Printing partnership - Mapco restructures, outsources production to Lithographic
Mapco Printers, a company that has operated in Jamaica for 34 years and holds a tenth of the market, has struck a deal that will see the outsourcing of its print productions to competitor Lithographic Printers.
The production partnership falls short of Lithographic’s more ambitious goal of acquiring Mapco – a deal that remains elusive even after a decade of talks with owner Michele McCreath-Gabay.
Still, the Duquesnay brothers, Sean and Simon, who operate Lithographic Printers, reckon that the partnership, which was fast-tracked by the outbreak of COVID-19, has pushed the company closer to its target of becoming Jamaica’s number one print business.
Lithographic, which is nearly twice as old as Mapco, having operated for 62 years, is estimated to hold roughly 35 per cent of the printing market through its core offset printing service, flexible folding carton department for packaging contracts; T-shirt printing; and outdoor solution division that provides vehicular, wholesale branding, corporate building signage, and other services.
Production jobs for Mapco’s packaging and hospitality contracts are expected to add another 10 per cent to the market Lithographic Printers will serve.
“That will push us closer to the 50 per cent mark,” Managing Director of Lithographic Printers Sean Duquesnay told the Financial Gleaner in an interview on Monday.
As part of the arrangement, Lithographic Printers will acquire printing assets of Mapco Printers valued at $100 million.
The company, which anticipates a 25 per cent to 30 per cent boost in revenue from the new business, will also offer jobs to around 15 of Mapco’s staff whose jobs have been eliminated under the restructuring at that firm, occasioned by the outsourcing of its production function.
“Both companies will continue to operate independently, but given the effect COVID-19 has had on both our businesses, we thought the partnership would be the best way to move forward,” said McCreath-Gabay, Mapco’s founder and CEO.
She expects the reduction in overhead expenses from the outsourcing to Lithographic Printers will allow the company to break-even over the next 12 months.
“Currently, we are making a loss. It was a hard decision handing those letters to the staff, but I believe that it creates better economies of scale between the two companies and hopefully, we will be able to make a profit,” McCreath-Gabay told the Financial Gleaner.
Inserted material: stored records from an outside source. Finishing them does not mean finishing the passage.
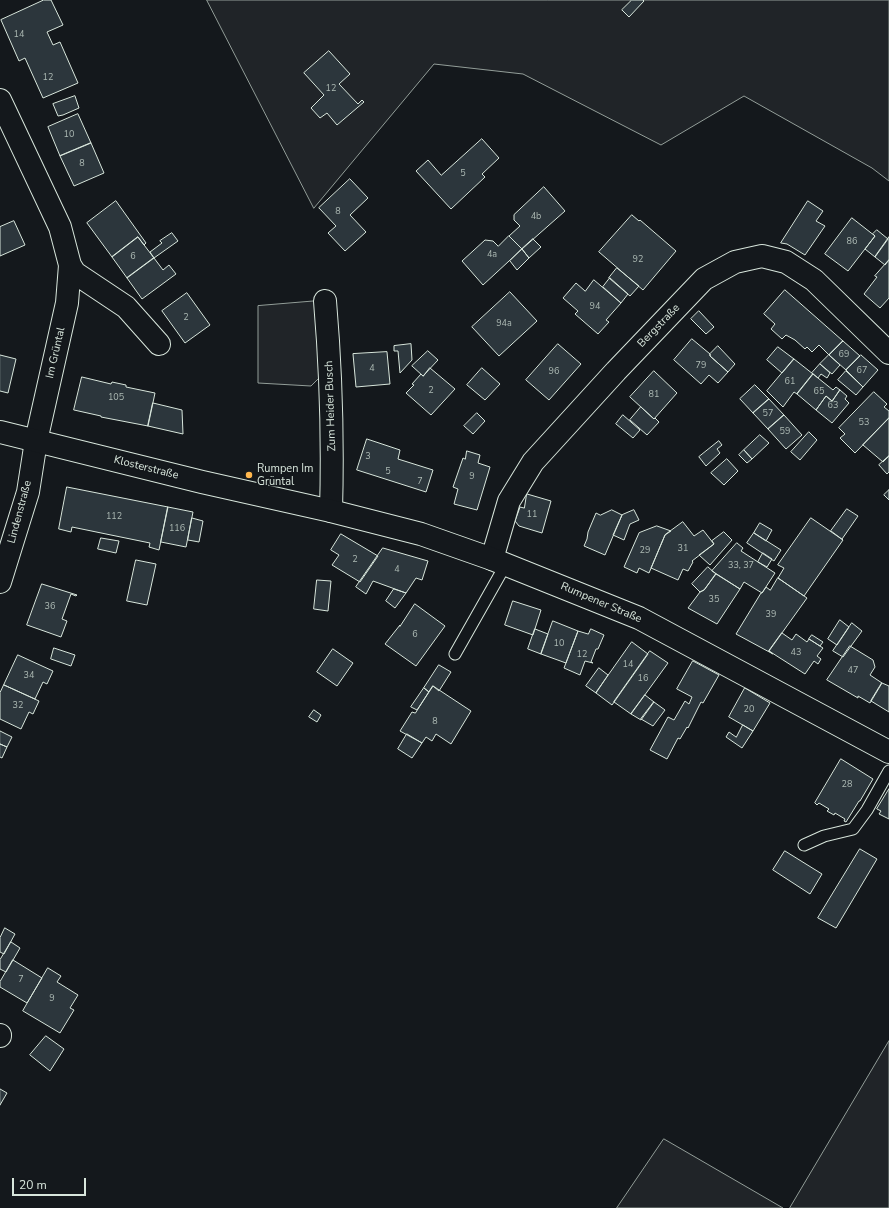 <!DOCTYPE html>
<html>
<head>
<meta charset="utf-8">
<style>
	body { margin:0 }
	#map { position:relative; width:889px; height:1208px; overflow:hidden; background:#14181c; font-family:"Nunito Sans",sans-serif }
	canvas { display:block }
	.scale { position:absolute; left:12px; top:1178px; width:74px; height:18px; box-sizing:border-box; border:2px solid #d8e6dc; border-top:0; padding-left:5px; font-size:12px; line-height:14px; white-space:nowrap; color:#d8e6dc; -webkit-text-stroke:3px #14181c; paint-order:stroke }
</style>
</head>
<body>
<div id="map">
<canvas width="889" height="1208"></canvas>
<div class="scale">20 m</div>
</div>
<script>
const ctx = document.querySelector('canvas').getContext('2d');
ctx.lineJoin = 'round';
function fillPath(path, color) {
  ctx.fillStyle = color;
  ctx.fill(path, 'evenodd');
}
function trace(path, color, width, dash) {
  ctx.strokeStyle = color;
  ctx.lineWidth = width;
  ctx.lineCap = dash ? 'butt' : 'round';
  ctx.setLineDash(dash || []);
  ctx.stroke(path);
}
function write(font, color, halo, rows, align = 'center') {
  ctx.font = font + ' "Nunito Sans",sans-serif';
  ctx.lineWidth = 3;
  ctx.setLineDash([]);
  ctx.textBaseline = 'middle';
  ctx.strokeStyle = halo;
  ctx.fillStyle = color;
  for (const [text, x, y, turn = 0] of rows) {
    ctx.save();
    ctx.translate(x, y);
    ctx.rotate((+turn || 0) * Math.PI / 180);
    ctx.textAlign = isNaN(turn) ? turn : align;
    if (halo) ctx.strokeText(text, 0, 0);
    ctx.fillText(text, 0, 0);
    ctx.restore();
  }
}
const green = new Path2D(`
	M 207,0 L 889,0 L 889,181 L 872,168 L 744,96 L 661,145 L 523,74 L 434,64 L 314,208 Z
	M 318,301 L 324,368 L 319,378 L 311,386 L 258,383 L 258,306 Z
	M 889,1041 L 889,1208 L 790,1208 Z
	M 664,1139 L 783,1208 L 617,1208 Z`);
fillPath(green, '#202428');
trace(green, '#939e99', 1);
const building = new Path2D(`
	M 44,0 L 51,0 L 63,25 L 47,32 L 53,45 L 60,42 L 78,83 L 43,98 L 25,58 L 19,61 L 1,20 Z
	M 632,0 L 643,0 L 644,1 L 629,17 L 622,10 Z
	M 329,51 L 350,74 L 339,84 L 358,104 L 362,100 L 364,102 L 337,125 L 327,113 L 320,118 L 311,108 L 324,95 L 304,73 Z
	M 75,96 L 79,108 L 63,115 L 58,116 L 53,104 Z
	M 78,114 L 91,143 L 60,156 L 48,127 Z
	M 482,139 L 499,158 L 482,174 L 485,177 L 451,209 L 416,171 L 428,160 L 441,175 Z
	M 91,143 L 104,173 L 74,186 L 60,156 Z
	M 350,179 L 368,198 L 350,215 L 366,232 L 345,251 L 328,233 L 336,226 L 319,208 Z
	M 544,187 L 565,211 L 522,249 L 509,236 L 520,226 L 514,220 L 514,215 Z
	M 116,201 L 146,243 L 144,245 L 138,237 L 112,257 L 87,223 Z
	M 808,201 L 823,211 L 816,221 L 825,226 L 805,255 L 787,244 L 781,243 Z
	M 632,215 L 639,221 L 640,220 L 676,251 L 643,290 L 599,252 Z
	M 852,218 L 875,236 L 848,271 L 825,254 Z
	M 14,221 L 25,245 L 0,256 L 0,227 Z
	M 877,230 L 888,239 L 875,257 L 865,249 L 875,236 L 873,234 Z
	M 172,233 L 178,241 L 154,258 L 150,252 L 162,243 L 160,241 Z
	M 509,236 L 522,249 L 483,285 L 462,261 L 485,240 L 493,241 L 498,246 Z
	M 138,237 L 154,258 L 127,278 L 112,257 Z
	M 889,237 L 889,260 L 885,265 L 875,257 Z
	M 533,239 L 541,247 L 529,258 L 522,249 Z
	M 522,249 L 529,258 L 517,270 L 510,261 Z
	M 154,258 L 163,270 L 169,265 L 176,274 L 142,299 L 127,278 Z
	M 889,260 L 889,298 L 880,308 L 864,294 L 877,277 L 875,276 Z
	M 617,268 L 639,286 L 630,296 L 609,278 Z
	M 610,278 L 628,294 L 621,303 L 603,287 Z
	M 594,280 L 621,303 L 606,320 L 609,322 L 598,334 L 575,314 L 578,311 L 563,298 L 576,283 L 585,291 Z
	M 785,290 L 843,341 L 829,355 L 819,345 L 812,352 L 807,347 L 805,349 L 795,340 L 786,335 L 782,339 L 771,329 L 775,324 L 764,314 Z
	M 510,292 L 537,321 L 499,356 L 472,327 Z
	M 187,293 L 210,325 L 185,343 L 162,311 Z
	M 699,311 L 714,327 L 706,334 L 691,319 Z
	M 692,339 L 710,354 L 710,356 L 728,372 L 718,383 L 709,375 L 701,384 L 674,360 Z
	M 843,341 L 860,356 L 846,370 L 829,355 Z
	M 411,344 L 412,360 L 400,373 L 398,351 L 394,351 L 394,346 Z
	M 558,344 L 581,364 L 549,400 L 526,380 Z
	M 718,346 L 735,364 L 728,372 L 710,356 L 710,354 Z
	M 778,347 L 794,359 L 782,373 L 767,360 Z
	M 428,351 L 438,360 L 423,376 L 412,366 Z
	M 387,352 L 390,384 L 356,387 L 353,354 Z
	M 0,355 L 16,359 L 8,393 L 0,391 Z
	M 829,355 L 840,365 L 832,374 L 820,364 Z
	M 861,355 L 878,370 L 863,387 L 846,370 Z
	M 794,359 L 813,374 L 797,394 L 794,392 L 783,407 L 767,391 Z
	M 820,364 L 830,373 L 827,378 L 821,374 L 818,378 L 812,373 Z
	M 430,368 L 455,389 L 431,415 L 406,393 L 414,385 L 412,384 L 421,374 L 423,376 Z
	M 482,368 L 500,384 L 485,400 L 467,385 Z
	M 654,371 L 677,393 L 654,419 L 630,397 Z
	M 846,371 L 863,387 L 856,395 L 838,380 Z
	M 813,374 L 833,390 L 836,387 L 840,390 L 832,401 L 826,396 L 816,410 L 797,394 Z
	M 82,377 L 111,384 L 112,382 L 126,385 L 126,387 L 155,393 L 148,426 L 101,417 L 101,416 L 74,410 Z
	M 755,385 L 769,399 L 753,413 L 740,399 Z
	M 840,390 L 847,396 L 845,399 L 849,403 L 832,423 L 816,410 L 826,396 L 832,401 Z
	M 874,392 L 887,404 L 884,407 L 889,411 L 889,418 L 855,453 L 840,438 L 845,434 L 839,428 Z
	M 769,399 L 784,415 L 768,429 L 753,413 Z
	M 153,403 L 182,410 L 183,434 L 148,426 Z
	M 641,407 L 654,419 L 655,418 L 659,422 L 647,435 L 630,420 Z
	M 477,413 L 485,421 L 473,434 L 464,426 Z
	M 623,415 L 640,430 L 633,438 L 616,424 Z
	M 784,415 L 802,435 L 786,449 L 768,429 Z
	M 889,418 L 889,456 L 883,462 L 863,445 Z
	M 809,432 L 817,440 L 800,460 L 791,452 Z
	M 760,435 L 769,443 L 752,459 L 744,450 Z
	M 367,439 L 400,450 L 398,459 L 433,470 L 426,492 L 357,470 Z
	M 719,441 L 722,445 L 717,449 L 720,453 L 706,466 L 699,457 Z
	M 744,450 L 752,459 L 747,463 L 739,455 Z
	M 467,451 L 480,455 L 478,463 L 490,467 L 477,510 L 454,504 L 458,489 L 453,487 L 463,458 L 465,459 Z
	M 889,456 L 889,472 L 887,474 L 879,465 Z
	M 727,459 L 738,471 L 724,485 L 711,473 Z
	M 67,487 L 168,507 L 159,550 L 149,547 L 150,543 L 72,527 L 71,532 L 59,529 Z
	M 889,490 L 889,500 L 884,495 Z
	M 527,494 L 551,501 L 542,533 L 519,526 L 515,521 L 520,507 L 524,508 Z
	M 168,507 L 193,512 L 186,547 L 161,542 Z
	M 847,509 L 858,516 L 842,539 L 843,540 L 831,531 Z
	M 612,510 L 622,515 L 605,555 L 584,546 L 587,539 L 588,532 L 596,513 L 600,515 Z
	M 634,510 L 639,520 L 630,524 L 624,540 L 613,535 L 622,515 Z
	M 192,518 L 203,521 L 199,542 L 188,540 Z
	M 811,518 L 843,540 L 804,596 L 778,578 L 784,568 L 778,565 Z
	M 683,522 L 694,536 L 703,530 L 714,544 L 692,561 L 693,562 L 688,571 L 683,569 L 678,580 L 651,568 L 665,535 Z
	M 760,523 L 772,530 L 766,541 L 754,533 Z
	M 657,526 L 671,531 L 665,535 L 649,573 L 639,568 L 637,573 L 624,567 L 639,533 Z
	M 724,532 L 732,540 L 710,565 L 699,555 L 714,544 L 712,541 Z
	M 754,533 L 781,550 L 774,561 L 747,543 Z
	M 341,534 L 378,556 L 360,582 L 332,565 L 339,555 L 331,550 Z
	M 101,538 L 119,541 L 116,553 L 98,549 Z
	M 737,543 L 743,548 L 741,551 L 775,573 L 762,593 L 744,582 L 740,589 L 712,571 Z
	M 383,548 L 428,561 L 422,580 L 416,578 L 406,593 L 373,581 L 366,594 L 356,587 Z
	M 763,553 L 772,559 L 767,567 L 758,562 Z
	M 136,560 L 156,564 L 147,605 L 127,601 Z
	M 708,567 L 716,574 L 704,590 L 700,592 L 692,584 Z
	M 716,574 L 740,589 L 717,624 L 688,608 L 700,592 L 704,590 Z
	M 778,578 L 807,598 L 769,651 L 773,654 L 736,634 L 761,593 L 762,593 L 766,587 L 770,590 Z
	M 317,580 L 331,581 L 328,611 L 314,609 Z
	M 42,584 L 77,595 L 76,596 L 71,594 L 62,619 L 67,621 L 61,637 L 27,625 Z
	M 394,589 L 406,593 L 395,608 L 386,601 Z
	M 513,601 L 541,610 L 533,635 L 505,625 Z
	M 415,604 L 445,626 L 416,666 L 385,644 L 400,625 L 400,626 Z
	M 840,620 L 849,627 L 837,645 L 828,639 Z
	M 553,621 L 578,631 L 566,663 L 541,654 Z
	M 852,623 L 862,631 L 843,657 L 833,651 Z
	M 535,629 L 548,634 L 541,654 L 528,649 Z
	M 591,629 L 604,635 L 598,649 L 596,649 L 591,662 L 593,663 L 585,661 L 580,675 L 564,668 L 578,631 L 588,634 Z
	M 782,633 L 792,640 L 796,634 L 807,642 L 809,639 L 823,648 L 817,656 L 821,659 L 818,664 L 814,661 L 805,674 L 769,651 Z
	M 812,635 L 823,642 L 820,646 L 809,639 Z
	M 632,642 L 648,654 L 612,705 L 596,693 Z
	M 850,646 L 873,660 L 875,667 L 870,675 L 882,683 L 870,703 L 858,696 L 858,698 L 827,680 Z
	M 54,648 L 75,655 L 71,666 L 51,659 Z
	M 333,649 L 353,663 L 337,686 L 317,672 Z
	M 650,651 L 668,663 L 631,714 L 614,702 Z
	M 18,655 L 53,671 L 47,684 L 43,682 L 35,699 L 4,685 Z
	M 693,661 L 719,675 L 703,703 L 701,702 L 688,728 L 687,727 L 680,739 L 678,738 L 667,759 L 650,750 L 668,717 L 674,720 L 685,701 L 689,704 L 692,697 L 677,689 Z
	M 439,665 L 451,672 L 439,691 L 433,686 L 429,692 L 424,688 Z
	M 599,668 L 608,675 L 596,693 L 586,686 Z
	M 882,683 L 889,686 L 889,712 L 871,701 Z
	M 4,685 L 39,701 L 33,714 L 29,712 L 21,729 L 0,719 L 0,693 Z
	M 433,686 L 471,711 L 451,744 L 436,734 L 432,741 L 426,737 L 422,743 L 400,731 L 412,712 L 415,713 Z
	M 424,688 L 429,692 L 417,710 L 411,707 Z
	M 745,688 L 770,703 L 753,731 L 729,717 Z
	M 645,695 L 654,702 L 641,720 L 631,714 Z
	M 654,702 L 665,710 L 653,726 L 641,719 Z
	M 314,710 L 321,715 L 317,722 L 309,717 Z
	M 743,725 L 753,731 L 742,748 L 726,737 L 729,732 L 736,737 Z
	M 0,731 L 12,737 L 7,747 L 0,744 Z
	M 407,734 L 422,743 L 412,758 L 398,749 Z
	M 0,744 L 7,747 L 2,758 L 0,757 Z
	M 841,759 L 873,779 L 860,801 L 859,801 L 846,822 L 844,821 L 845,819 L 835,813 L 834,815 L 827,811 L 829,809 L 819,803 L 817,805 L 815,803 Z
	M 889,789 L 889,819 L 879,814 L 881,811 L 877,809 Z
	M 860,849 L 877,859 L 836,928 L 818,918 Z
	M 785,851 L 822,874 L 810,894 L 773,870 Z
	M 5,928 L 15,934 L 4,954 L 0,952 L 0,938 Z
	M 11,942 L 20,948 L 6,972 L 0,969 L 0,960 Z
	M 13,960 L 42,978 L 27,1003 L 0,987 L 0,982 Z
	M 48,968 L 61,976 L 57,982 L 78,995 L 70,1008 L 74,1010 L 60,1033 L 23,1011 Z
	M 46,1036 L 64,1049 L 50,1071 L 30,1055 Z
	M 0,1089 L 7,1093 L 0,1105 Z`);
fillPath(building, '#2c363c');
trace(building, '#d8e6dc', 1);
const lane = new Path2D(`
	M 455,654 L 506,564
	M 804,845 L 824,836 L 853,829 L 867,810 L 889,771`);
const street = new Path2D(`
	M 0,100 L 60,227 L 70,265 L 67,303 L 36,441 L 28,492 L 0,582
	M 70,265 L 75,273 L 126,307 L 159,344
	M 325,301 C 331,371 333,441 331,511
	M 492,559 L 509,501 L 533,462 L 616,371 L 704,279 L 735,262 L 762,256 L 786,262 L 814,280 L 889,353
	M 0,1035 L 0,1036`);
const secondary = new Path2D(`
	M 0,432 L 202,482 L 331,511 L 421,534 L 492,559 L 639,618 L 889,752`);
trace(lane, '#d8e6dc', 13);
trace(street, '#d8e6dc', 24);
trace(secondary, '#d8e6dc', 24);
trace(lane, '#14181c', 11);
trace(street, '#14181c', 22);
trace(secondary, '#14181c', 22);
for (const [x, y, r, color] of [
	[249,475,4,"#ffb74d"]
]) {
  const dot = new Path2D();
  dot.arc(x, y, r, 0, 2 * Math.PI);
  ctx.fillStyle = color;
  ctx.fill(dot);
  trace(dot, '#14181c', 1.5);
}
write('9px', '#adbab4', null, [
	["14",19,35],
	["12",48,78],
	["12",331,89],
	["10",69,135],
	["8",82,164],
	["5",463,174],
	["8",338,212],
	["4b",536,217],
	["86",852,242],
	["4a",492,255],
	["6",133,257],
	["92",638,260],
	["94",595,307],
	["2",186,318],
	["94a",504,324],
	["69",844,355],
	["79",701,366],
	["4",372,369],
	["67",862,371],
	["96",554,372],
	["61",790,382],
	["2",431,391],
	["65",819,392],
	["81",654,395],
	["105",116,398],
	["63",833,406],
	["57",768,414],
	["53",864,423],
	["59",785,432],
	["3",368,457],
	["5",388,472],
	["9",472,477],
	["7",420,482],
	["11",532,515],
	["112",114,517],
	["116",177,529],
	["31",683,549],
	["29",645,551],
	["2",355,560],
	["33, 37",741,566],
	["4",397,570],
	["35",714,600],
	["36",50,607],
	["39",771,615],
	["6",415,635],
	["10",559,644],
	["43",796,653],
	["12",582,655],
	["14",628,665],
	["47",853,671],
	["34",29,676],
	["16",643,679],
	["32",18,706],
	["20",749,710],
	["8",435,722],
	["28",847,785],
	["7",21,980],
	["9",52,999]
]);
write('11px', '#d8e6dc', '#14181c', [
	["Bergstraße",659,326,-46],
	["Im Grüntal",56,353,-77],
	["Zum Heider Busch",331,406,-92],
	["Klosterstraße",146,468,14],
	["Lindenstraße",20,512,-75],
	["Rumpener Straße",601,603,23]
]);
write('11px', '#d8e6dc', '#14181c', [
	["Rumpen Im",257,469],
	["Grüntal",257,482]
], 'left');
</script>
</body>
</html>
Mapco will continue to seek new business for its own company, but under the new arrangement it will also push Lithographic Printers’ outdoor advertising business, among other services that don’t conflict with its own package deals to clients.
For the Duquesnays, the arrangement means a boost to Lithographic’s packaging contracts, even moreso when Mapco’s proprietary business with clients in the tourism sector gets back on track. The sector was among the first to lock down after the virus was detected in Jamaica, but has been slowly reopening since around mid-June.
With the added production capacity from the acquisition of Mapco’s equipment, they’re also looking to position for business that to now has been elusive – schoolbook contracts from the Government.
“All the large contracts are sent overseas right now, but we believe that with the acquisition of the additional machinery, we are better positioned to be awarded contracts from both local publishers and the Government,” Sean said.
Large government contracts for the printing of schoolbooks usually runs to around $1 billion, he added.
Lithographic is taking control of Mapco’s production starting this week. Simultaneously, the printery is commissioning its new solar energy system, from which it is projecting savings of 70 per cent on its electricity bills.